This is the third biography on Kit Carson I've read in the past six months and so far rereading what is more or less the same story over and over again, with nuanced differences from each author, hasn't gotten the least bit old. By now I know the noteworthy beats of Carson's life from memory so it's not like there are many surprises left to discover. I should restate that. Even though I know how his story ends, the value of Carson's biography lies in the telling and, subsequently, in his legacy. There are always new hidden truths waiting to be discovered, even from a tale I know by heart.

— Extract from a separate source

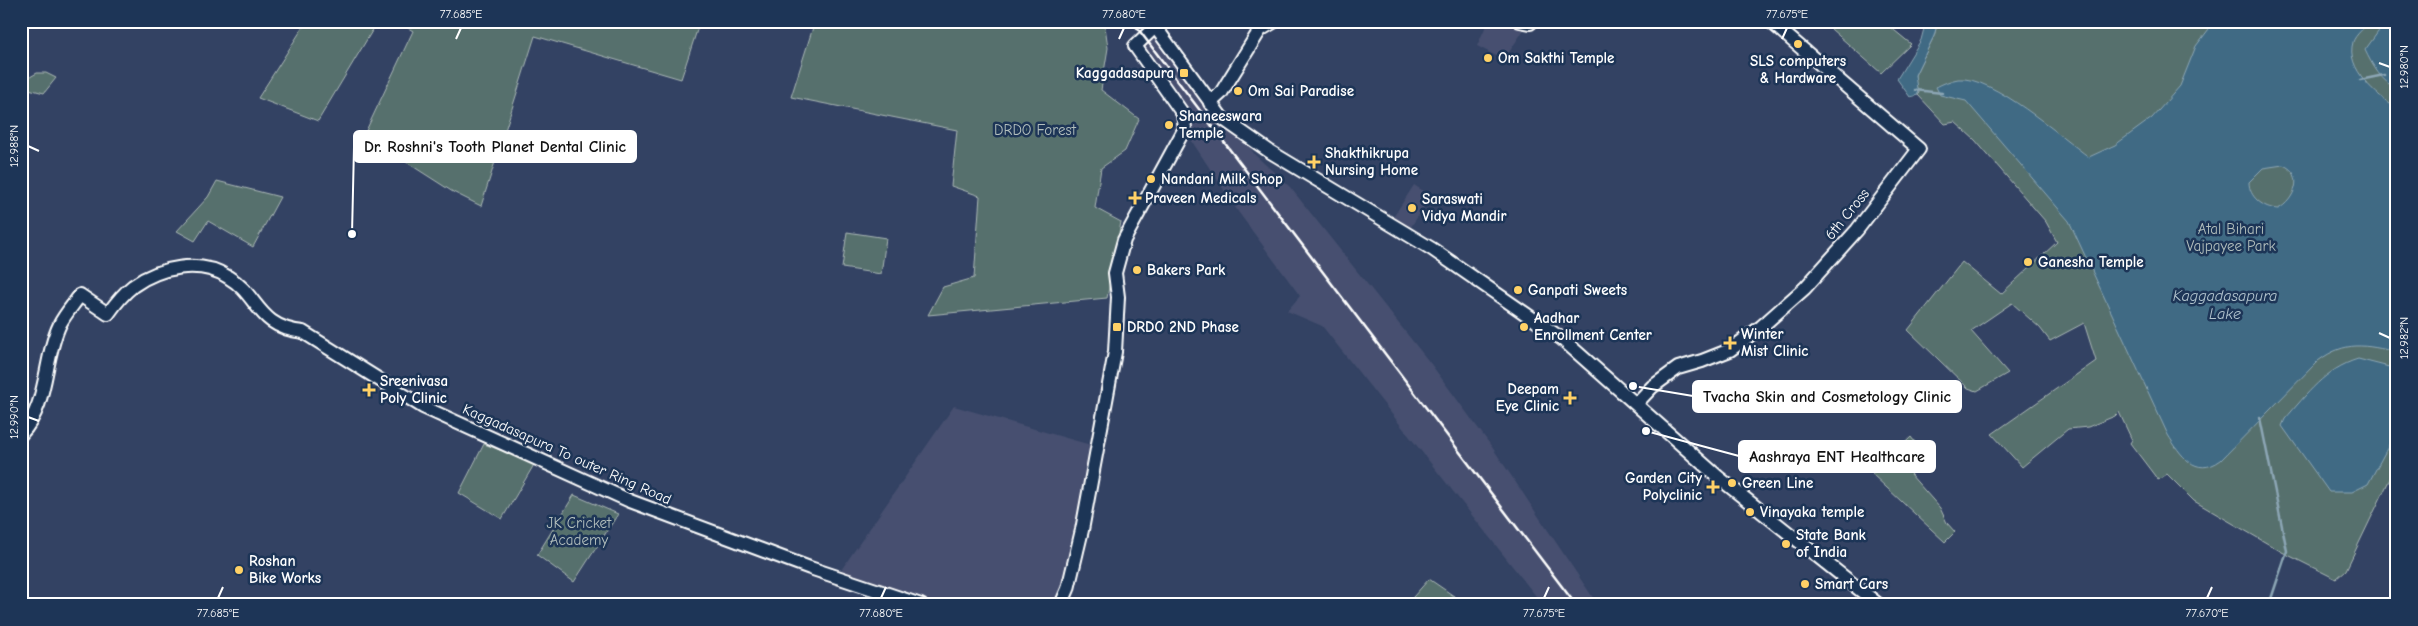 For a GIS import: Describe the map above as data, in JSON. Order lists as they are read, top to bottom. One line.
{"streets":{"street":["6th Cross","Kaggadasapura To outer Ring Road"]},"water":["Kaggadasapura Lake"],"parks":["DRDO Forest","Atal Bihari Vajpayee Park","JK Cricket Academy"],"places":{"other":["SLS computers & Hardware","Om Sakthi Temple","Om Sai Paradise","Shaneeswara Temple","Nandani Milk Shop","Saraswati Vidya Mandir","Dr. Roshni's Tooth Planet Dental Clinic","Ganesha Temple","Bakers Park","Ganpati Sweets","Aadhar Enrollment Center","Tvacha Skin and Cosmetology Clinic","Aashraya ENT Healthcare","Green Line","Vinayaka temple","State Bank of India","Roshan Bike Works","Smart Cars"],"transit":["Kaggadasapura","DRDO 2ND Phase"],"health":["Shakthikrupa Nursing Home","Praveen Medicals","Winter Mist Clinic","Sreenivasa Poly Clinic","Deepam Eye Clinic","Garden City Polyclinic"]},"coordinates":["77.685°E","77.680°E","77.675°E","12.980°N","12.988°N","12.982°N","12.990°N","77.670°E"]}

David Remley's report on Kit Carson is the kind of biography I love—a full measure of a person's life, triumphs AND failings, with an occasional impartial judgment from the author. For many decades during his life in the 19th century and many more after his death, Carson was regarded as a great American hero of westward expansion. And then starting around the 1960s the pendulum swung the other way, and Carson was re-branded a cold-blooded killer. No argument from me. He was all those things. His active involvement in the forced Long Walk of the Navajo's, for example, is especially egregious in light of being thought a hero. There's this tendency by many—a shortcoming in my opinion—to pass judgment on the past according to today's standards. I'm not interested in the labels of hero and villain when it comes to history. Leave that to fiction. The real world is not that simple. The value of the biography lies in context and motivation. Who is this extraordinary person, living in an extraordinary time and doing extraordinary things? Remley's book captures exactly this tone.

Aug 30, 2011

Academic story of Kit Carson's life. The author attempts to present a "balanced" view of Kit, however the use of multiple works/sources creates a bumpy narrative with multiple citations of sources. Reminded me of a high school history book.